The basic principles and basic calculation process of multiple linear regression are the same as those of one-variable linear regression. However, due to the large number of independent variables, the calculation is quite troublesome. Generally, it is necessary to use it when applying it in practice. Statistical software. Here we only introduce some basic issues of multiple linear regression.
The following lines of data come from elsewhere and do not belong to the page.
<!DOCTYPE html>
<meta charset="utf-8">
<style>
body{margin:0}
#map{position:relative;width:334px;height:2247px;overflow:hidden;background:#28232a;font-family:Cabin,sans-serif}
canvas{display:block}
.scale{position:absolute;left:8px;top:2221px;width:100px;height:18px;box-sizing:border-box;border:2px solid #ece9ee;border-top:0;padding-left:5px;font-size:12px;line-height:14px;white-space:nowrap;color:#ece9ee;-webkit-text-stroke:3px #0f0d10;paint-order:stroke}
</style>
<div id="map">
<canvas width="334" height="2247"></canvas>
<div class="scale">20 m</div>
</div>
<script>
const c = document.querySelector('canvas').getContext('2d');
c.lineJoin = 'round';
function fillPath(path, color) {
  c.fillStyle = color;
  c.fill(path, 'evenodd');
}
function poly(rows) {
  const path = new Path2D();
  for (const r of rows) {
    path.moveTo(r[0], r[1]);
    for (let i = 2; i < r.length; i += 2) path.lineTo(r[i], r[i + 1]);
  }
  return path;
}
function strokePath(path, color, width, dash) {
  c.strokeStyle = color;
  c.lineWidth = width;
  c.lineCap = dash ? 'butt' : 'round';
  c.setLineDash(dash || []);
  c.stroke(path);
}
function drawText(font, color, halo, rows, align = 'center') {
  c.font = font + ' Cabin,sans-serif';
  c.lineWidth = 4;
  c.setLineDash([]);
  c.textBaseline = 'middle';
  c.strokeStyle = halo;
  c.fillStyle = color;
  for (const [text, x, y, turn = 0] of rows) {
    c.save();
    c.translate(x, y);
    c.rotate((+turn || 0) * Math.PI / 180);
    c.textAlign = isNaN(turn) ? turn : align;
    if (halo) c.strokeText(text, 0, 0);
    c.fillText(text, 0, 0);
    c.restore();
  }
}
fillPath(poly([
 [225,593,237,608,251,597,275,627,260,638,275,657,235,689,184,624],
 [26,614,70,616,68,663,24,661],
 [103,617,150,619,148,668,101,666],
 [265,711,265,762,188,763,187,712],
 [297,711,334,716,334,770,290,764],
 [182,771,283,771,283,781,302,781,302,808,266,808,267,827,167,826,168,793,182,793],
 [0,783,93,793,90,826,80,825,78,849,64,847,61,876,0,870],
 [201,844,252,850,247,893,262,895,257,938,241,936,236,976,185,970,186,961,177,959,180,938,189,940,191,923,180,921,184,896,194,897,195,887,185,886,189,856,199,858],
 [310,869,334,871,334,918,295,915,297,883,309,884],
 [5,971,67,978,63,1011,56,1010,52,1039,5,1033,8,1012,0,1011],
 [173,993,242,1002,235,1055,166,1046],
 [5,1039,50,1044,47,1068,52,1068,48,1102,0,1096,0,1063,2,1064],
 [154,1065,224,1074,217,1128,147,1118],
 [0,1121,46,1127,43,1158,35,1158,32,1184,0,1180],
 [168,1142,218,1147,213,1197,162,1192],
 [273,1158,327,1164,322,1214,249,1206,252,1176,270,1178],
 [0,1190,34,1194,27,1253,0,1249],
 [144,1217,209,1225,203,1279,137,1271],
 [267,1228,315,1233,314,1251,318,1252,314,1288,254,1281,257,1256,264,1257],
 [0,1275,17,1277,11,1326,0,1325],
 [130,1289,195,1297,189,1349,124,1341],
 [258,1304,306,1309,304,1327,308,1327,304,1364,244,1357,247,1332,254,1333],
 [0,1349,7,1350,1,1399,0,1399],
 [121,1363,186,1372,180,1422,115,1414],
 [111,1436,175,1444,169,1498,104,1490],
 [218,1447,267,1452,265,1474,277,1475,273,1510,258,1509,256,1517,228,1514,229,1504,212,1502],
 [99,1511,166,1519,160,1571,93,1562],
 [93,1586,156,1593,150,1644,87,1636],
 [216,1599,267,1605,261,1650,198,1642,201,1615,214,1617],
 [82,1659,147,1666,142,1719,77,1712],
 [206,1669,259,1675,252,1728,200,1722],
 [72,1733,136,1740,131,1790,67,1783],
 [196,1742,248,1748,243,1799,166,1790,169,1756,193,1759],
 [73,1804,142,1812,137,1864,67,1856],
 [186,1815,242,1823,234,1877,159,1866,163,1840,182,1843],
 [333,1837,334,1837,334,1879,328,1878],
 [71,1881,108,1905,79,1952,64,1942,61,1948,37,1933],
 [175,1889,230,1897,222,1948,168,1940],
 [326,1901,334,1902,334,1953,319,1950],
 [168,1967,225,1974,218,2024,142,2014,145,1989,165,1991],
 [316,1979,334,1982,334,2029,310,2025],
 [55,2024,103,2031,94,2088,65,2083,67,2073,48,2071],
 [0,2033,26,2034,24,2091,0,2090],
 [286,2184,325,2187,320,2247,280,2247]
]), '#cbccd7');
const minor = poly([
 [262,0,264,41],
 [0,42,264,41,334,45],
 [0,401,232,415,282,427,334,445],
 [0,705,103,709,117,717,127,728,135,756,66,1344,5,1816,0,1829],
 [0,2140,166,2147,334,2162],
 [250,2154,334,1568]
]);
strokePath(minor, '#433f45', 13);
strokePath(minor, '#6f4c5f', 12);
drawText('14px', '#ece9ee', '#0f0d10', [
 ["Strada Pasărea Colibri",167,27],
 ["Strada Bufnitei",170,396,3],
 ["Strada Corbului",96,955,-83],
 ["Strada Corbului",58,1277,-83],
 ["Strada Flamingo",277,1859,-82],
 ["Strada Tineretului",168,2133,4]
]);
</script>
However, because the units of each independent variable may be different, for example, in a consumption level relationship, wage level, education level, Factors such as occupation, region, family burden, etc. will affect the level of consumption, and the units of these influencing factors (independent variables) are obviously different. Therefore, the size of the coefficient before the independent variable cannot actually indicate the importance of the factor. It is simpler. Generally speaking, for the same wage income, if the unit is yuan, the regression coefficient will be smaller than if the unit is hundreds of yuan. However, the impact of the wage level offset fee has not changed, so we have to find a way to unify the independent variables. The unit of The importance level of the independent variable. The regression equation at this time is called the standard regression equation, and the regression coefficient is called the standard regression coefficient, which means as follows:
Zy=β1Zx1+β2Zx2+…+βkZxk
Note that since they are all converted into standard scores, there is no longer a constant term a, because when the respective variables take the average level, the dependent variable should also take the average level, and the average level corresponds to the standard score of 0. When the two equations are true When all variables are 0, the constant term is also 0.